- **WORK ITEM**:
A word-for-word copy of the records below is required.

- **MATERIAL PROVIDED**:
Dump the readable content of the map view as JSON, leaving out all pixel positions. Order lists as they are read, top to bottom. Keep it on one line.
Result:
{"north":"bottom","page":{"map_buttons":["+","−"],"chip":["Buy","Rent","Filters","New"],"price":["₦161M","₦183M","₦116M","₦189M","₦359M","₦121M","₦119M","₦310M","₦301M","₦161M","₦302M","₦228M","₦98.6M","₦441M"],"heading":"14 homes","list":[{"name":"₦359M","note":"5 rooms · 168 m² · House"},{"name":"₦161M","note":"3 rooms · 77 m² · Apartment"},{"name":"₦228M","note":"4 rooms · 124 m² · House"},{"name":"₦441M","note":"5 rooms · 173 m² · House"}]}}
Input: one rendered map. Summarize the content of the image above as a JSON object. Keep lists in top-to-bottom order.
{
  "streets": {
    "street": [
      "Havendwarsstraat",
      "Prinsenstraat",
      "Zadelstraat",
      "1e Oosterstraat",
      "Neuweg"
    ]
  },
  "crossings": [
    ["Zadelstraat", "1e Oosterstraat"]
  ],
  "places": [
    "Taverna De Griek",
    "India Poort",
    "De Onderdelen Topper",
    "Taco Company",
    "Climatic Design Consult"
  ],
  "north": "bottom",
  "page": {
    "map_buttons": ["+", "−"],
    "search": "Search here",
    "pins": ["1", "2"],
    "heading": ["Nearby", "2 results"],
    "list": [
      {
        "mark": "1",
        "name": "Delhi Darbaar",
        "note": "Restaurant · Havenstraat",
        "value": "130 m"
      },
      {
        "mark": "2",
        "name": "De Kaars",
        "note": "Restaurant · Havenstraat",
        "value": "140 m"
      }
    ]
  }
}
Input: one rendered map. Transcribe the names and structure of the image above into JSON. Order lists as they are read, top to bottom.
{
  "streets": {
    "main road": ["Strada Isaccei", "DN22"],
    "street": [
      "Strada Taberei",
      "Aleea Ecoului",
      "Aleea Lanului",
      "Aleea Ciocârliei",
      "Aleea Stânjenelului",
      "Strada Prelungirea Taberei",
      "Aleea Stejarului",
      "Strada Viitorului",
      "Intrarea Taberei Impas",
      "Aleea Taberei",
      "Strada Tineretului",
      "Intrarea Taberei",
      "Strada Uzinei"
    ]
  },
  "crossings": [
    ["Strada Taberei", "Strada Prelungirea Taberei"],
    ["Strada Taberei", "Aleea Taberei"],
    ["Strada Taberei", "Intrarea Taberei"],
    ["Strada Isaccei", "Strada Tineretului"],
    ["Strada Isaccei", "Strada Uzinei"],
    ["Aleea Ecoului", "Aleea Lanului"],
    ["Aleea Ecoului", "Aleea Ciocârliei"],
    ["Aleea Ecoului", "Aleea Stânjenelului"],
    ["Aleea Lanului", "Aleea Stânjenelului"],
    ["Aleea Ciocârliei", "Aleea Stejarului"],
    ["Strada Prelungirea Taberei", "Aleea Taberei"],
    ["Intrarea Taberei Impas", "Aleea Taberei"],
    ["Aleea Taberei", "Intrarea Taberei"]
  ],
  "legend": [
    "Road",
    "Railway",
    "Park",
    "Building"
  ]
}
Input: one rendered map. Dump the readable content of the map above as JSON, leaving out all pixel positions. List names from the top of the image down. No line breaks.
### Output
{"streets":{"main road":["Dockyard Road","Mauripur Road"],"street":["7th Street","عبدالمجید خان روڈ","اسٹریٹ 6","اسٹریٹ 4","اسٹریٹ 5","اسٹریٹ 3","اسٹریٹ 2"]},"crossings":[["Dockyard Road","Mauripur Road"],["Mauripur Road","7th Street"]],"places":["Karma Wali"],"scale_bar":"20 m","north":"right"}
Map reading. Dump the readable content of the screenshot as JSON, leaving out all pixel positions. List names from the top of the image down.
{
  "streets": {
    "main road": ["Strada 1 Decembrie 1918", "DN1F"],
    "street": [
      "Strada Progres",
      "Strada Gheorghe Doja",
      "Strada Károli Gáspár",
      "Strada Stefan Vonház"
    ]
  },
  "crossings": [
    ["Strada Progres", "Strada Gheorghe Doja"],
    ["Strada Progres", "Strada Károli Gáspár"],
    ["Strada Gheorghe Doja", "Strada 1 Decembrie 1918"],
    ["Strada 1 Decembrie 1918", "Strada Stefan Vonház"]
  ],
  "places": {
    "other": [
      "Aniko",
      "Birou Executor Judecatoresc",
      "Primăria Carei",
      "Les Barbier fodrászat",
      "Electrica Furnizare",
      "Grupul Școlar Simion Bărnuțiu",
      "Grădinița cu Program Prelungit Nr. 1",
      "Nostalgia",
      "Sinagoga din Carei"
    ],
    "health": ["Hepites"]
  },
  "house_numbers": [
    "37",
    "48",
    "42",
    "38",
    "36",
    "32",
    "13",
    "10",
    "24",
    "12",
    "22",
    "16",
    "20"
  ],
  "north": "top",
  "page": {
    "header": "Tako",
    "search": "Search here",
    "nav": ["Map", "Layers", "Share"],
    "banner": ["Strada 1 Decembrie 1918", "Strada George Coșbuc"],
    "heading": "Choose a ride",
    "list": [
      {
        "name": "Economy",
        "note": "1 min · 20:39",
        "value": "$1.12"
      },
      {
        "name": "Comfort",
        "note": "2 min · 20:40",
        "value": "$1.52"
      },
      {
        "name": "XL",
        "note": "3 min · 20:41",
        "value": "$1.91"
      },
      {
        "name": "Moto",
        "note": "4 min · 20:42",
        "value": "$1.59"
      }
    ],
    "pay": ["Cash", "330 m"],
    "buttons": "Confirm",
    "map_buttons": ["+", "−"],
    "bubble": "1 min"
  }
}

- **ANSWER BELOW**:
Dump the readable content of the map view as JSON, leaving out all pixel positions. Order lists as they are read, top to bottom. Keep it on one line.
Result:
{"north":"bottom","page":{"map_buttons":["+","−"],"chip":["Buy","Rent","Filters","New"],"price":["₦161M","₦183M","₦116M","₦189M","₦359M","₦121M","₦119M","₦310M","₦301M","₦161M","₦302M","₦228M","₦98.6M","₦441M"],"heading":"14 homes","list":[{"name":"₦359M","note":"5 rooms · 168 m² · House"},{"name":"₦161M","note":"3 rooms · 77 m² · Apartment"},{"name":"₦228M","note":"4 rooms · 124 m² · House"},{"name":"₦441M","note":"5 rooms · 173 m² · House"}]}}
Input: one rendered map. Summarize the content of the image above as a JSON object. Keep lists in top-to-bottom order.
{
  "streets": {
    "street": [
      "Havendwarsstraat",
      "Prinsenstraat",
      "Zadelstraat",
      "1e Oosterstraat",
      "Neuweg"
    ]
  },
  "crossings": [
    ["Zadelstraat", "1e Oosterstraat"]
  ],
  "places": [
    "Taverna De Griek",
    "India Poort",
    "De Onderdelen Topper",
    "Taco Company",
    "Climatic Design Consult"
  ],
  "north": "bottom",
  "page": {
    "map_buttons": ["+", "−"],
    "search": "Search here",
    "pins": ["1", "2"],
    "heading": ["Nearby", "2 results"],
    "list": [
      {
        "mark": "1",
        "name": "Delhi Darbaar",
        "note": "Restaurant · Havenstraat",
        "value": "130 m"
      },
      {
        "mark": "2",
        "name": "De Kaars",
        "note": "Restaurant · Havenstraat",
        "value": "140 m"
      }
    ]
  }
}
Input: one rendered map. Transcribe the names and structure of the image above into JSON. Order lists as they are read, top to bottom.
{
  "streets": {
    "main road": ["Strada Isaccei", "DN22"],
    "street": [
      "Strada Taberei",
      "Aleea Ecoului",
      "Aleea Lanului",
      "Aleea Ciocârliei",
      "Aleea Stânjenelului",
      "Strada Prelungirea Taberei",
      "Aleea Stejarului",
      "Strada Viitorului",
      "Intrarea Taberei Impas",
      "Aleea Taberei",
      "Strada Tineretului",
      "Intrarea Taberei",
      "Strada Uzinei"
    ]
  },
  "crossings": [
    ["Strada Taberei", "Strada Prelungirea Taberei"],
    ["Strada Taberei", "Aleea Taberei"],
    ["Strada Taberei", "Intrarea Taberei"],
    ["Strada Isaccei", "Strada Tineretului"],
    ["Strada Isaccei", "Strada Uzinei"],
    ["Aleea Ecoului", "Aleea Lanului"],
    ["Aleea Ecoului", "Aleea Ciocârliei"],
    ["Aleea Ecoului", "Aleea Stânjenelului"],
    ["Aleea Lanului", "Aleea Stânjenelului"],
    ["Aleea Ciocârliei", "Aleea Stejarului"],
    ["Strada Prelungirea Taberei", "Aleea Taberei"],
    ["Intrarea Taberei Impas", "Aleea Taberei"],
    ["Aleea Taberei", "Intrarea Taberei"]
  ],
  "legend": [
    "Road",
    "Railway",
    "Park",
    "Building"
  ]
}
Input: one rendered map. Dump the readable content of the map above as JSON, leaving out all pixel positions. List names from the top of the image down. No line breaks.
### Output
{"streets":{"main road":["Dockyard Road","Mauripur Road"],"street":["7th Street","عبدالمجید خان روڈ","اسٹریٹ 6","اسٹریٹ 4","اسٹریٹ 5","اسٹریٹ 3","اسٹریٹ 2"]},"crossings":[["Dockyard Road","Mauripur Road"],["Mauripur Road","7th Street"]],"places":["Karma Wali"],"scale_bar":"20 m","north":"right"}
Map reading. Dump the readable content of the screenshot as JSON, leaving out all pixel positions. List names from the top of the image down.
{
  "streets": {
    "main road": ["Strada 1 Decembrie 1918", "DN1F"],
    "street": [
      "Strada Progres",
      "Strada Gheorghe Doja",
      "Strada Károli Gáspár",
      "Strada Stefan Vonház"
    ]
  },
  "crossings": [
    ["Strada Progres", "Strada Gheorghe Doja"],
    ["Strada Progres", "Strada Károli Gáspár"],
    ["Strada Gheorghe Doja", "Strada 1 Decembrie 1918"],
    ["Strada 1 Decembrie 1918", "Strada Stefan Vonház"]
  ],
  "places": {
    "other": [
      "Aniko",
      "Birou Executor Judecatoresc",
      "Primăria Carei",
      "Les Barbier fodrászat",
      "Electrica Furnizare",
      "Grupul Școlar Simion Bărnuțiu",
      "Grădinița cu Program Prelungit Nr. 1",
      "Nostalgia",
      "Sinagoga din Carei"
    ],
    "health": ["Hepites"]
  },
  "house_numbers": [
    "37",
    "48",
    "42",
    "38",
    "36",
    "32",
    "13",
    "10",
    "24",
    "12",
    "22",
    "16",
    "20"
  ],
  "north": "top",
  "page": {
    "header": "Tako",
    "search": "Search here",
    "nav": ["Map", "Layers", "Share"],
    "banner": ["Strada 1 Decembrie 1918", "Strada George Coșbuc"],
    "heading": "Choose a ride",
    "list": [
      {
        "name": "Economy",
        "note": "1 min · 20:39",
        "value": "$1.12"
      },
      {
        "name": "Comfort",
        "note": "2 min · 20:40",
        "value": "$1.52"
      },
      {
        "name": "XL",
        "note": "3 min · 20:41",
        "value": "$1.91"
      },
      {
        "name": "Moto",
        "note": "4 min · 20:42",
        "value": "$1.59"
      }
    ],
    "pay": ["Cash", "330 m"],
    "buttons": "Confirm",
    "map_buttons": ["+", "−"],
    "bubble": "1 min"
  }
}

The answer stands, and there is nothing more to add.